Scum (Wrong Side of the Tracks 1)
Page 37
“Boundaries, Dex. You don’t have to fuck every single guy you meet.”
Ros was eager to stroke Shane’s arm, just to make it clear where he belonged. “Yeah, I’m taken.”
Dex rolled his eyes and crossed his arms. “I wasn’t gonna do nothing. Just admiring the view.” He winked at Ros despite Shane’s threats, which meant his self-control really was at rock-bottom. Had his hair been dark and flowing rather than short and bleached, Dex would have been similar to the boyish guys Rosen had been interested in before he’d met Shane, but once he’d went man, the prospect of kissing a boy, even one as charming as Dex, no longer held much appeal.
Frank exhaled, rested his hands on his hips and watched Ros long enough to prompt the need to become one with Shane and hide inside him. He wasn’t the type to say much with his mouth, but those dark eyes, shadowed by brows like grassy cliffs, expressed worries Ros didn’t want to acknowledge.
“I’ll take it from here. And if Dex is so eager for action, he can go clean up Rosen’s car. Shane, you can take him back in my truck.”

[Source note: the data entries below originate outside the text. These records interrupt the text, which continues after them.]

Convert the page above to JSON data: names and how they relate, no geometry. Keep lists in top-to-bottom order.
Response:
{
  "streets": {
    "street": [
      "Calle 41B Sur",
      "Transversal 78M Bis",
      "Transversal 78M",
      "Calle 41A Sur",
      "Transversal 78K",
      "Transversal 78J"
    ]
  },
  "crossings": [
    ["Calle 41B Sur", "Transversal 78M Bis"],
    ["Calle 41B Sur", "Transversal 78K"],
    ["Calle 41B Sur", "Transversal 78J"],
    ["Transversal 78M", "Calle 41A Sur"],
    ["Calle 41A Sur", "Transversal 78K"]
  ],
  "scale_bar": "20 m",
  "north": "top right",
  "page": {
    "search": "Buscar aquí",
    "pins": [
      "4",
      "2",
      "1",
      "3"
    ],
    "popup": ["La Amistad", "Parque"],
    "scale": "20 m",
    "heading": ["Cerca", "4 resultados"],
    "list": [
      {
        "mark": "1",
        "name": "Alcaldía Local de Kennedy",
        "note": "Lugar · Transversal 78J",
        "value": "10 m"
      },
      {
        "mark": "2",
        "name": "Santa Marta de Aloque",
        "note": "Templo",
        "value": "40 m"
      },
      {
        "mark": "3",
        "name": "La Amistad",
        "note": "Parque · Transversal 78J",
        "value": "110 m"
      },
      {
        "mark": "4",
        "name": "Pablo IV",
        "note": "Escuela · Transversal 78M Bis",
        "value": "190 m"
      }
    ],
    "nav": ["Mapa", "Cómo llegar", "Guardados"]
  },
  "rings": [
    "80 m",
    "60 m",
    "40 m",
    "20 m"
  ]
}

Dex sucked in air, but one look from Frank shut him up.
Ros swallowed, trying to organize his thoughts. “Thank you,” he uttered, but Frank shook his head.

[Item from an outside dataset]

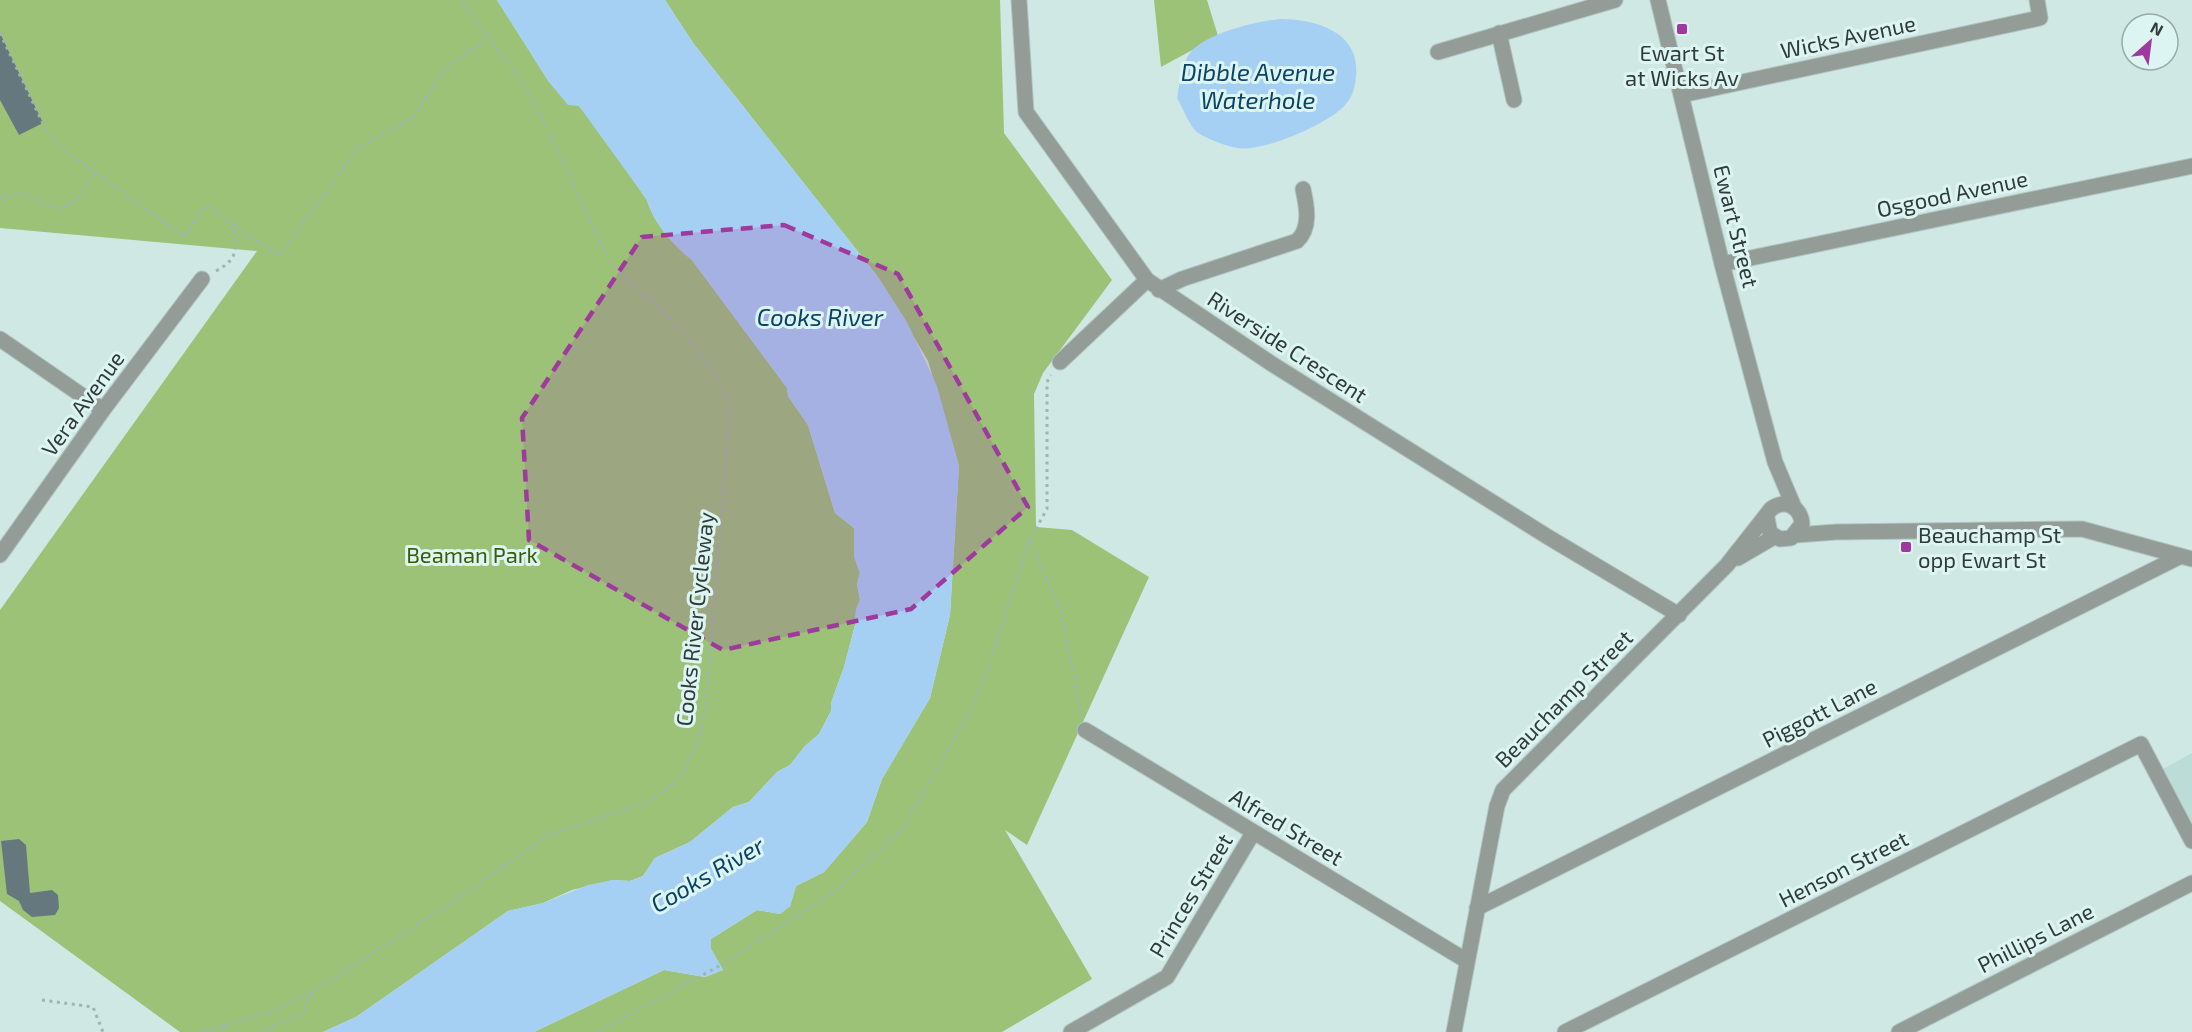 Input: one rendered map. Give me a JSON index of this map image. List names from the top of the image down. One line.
{"streets":{"street":["Wicks Avenue","Osgood Avenue","Ewart Street","Riverside Crescent","Vera Avenue","Beauchamp Street","Piggott Lane","Alfred Street","Henson Street","Princes Street","Phillips Lane"],"path":["Cooks River Cycleway"]},"crossings":[["Wicks Avenue","Ewart Street"],["Osgood Avenue","Ewart Street"],["Ewart Street","Beauchamp Street"],["Riverside Crescent","Beauchamp Street"],["Beauchamp Street","Piggott Lane"],["Beauchamp Street","Alfred Street"],["Alfred Street","Princes Street"]],"water":["Dibble Avenue Waterhole","Cooks River"],"parks":["Beaman Park"],"places":{"transit":["Ewart St at Wicks Av","Beauchamp St opp Ewart St"]},"north":"top right"}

“It’s not for you, boy. I’ve got a debt with Shane, and I will help him out even if he drops shit like this on my doorstep.”
Shane exhaled and gave Frank a slap on the arm. “I’m grateful, man. Won’t happen agai—”
“Do not say that,” Frank grumbled, shaking his head as he walked past them like a bear too sated to pay attention to humans. Ros wasn’t used to strangers handling his vehicle, but he had left the keys in the ignition, and the sense of relief of not having to be in the same place as Pete’s body made him melt against Shane.
He shut his eyes, calmly breathing in the sharp scent of Shane’s sweat, but once the door shut, and two pairs of boots banged against the steps outside, he glanced up to see his lover watching him.
“Done.”
“Then why do I have a feeling like it will haunt me forever?” Ros slid his fingers into Shane’s hand nevertheless.
“It won’t,” Shane said with such certainty Ros felt both reassured and scared. Because what would it have meant if he stopped caring about the way Pete disappeared from the face of the earth? His family would look for him. They’d despair and long to know what happened to him.
But they would never find out, because refusing them closure kept Rosen out of jail.
Ros bit his lip as they approached a beat-up truck in a washed-out shade of red. “I guess I thought I was a better person than I actually am.”
“What? Why?” Shane asked, following him in the darkness while Frank and Dex argued about something by Ros’s car.
Ros climbed into the cab, trying to keep his shoulders from slumping. “Because I’m covering my own ass instead of going to the cops.”
“So? What good would it do if this messed up your life?” Shane asked and rolled into the seat before taking off the air freshener hanging from the rearview mirror. He tossed it behind his back, where it dropped to the floor. “Do you smell this? Pumpkin Spice. Dex must have put it in here!”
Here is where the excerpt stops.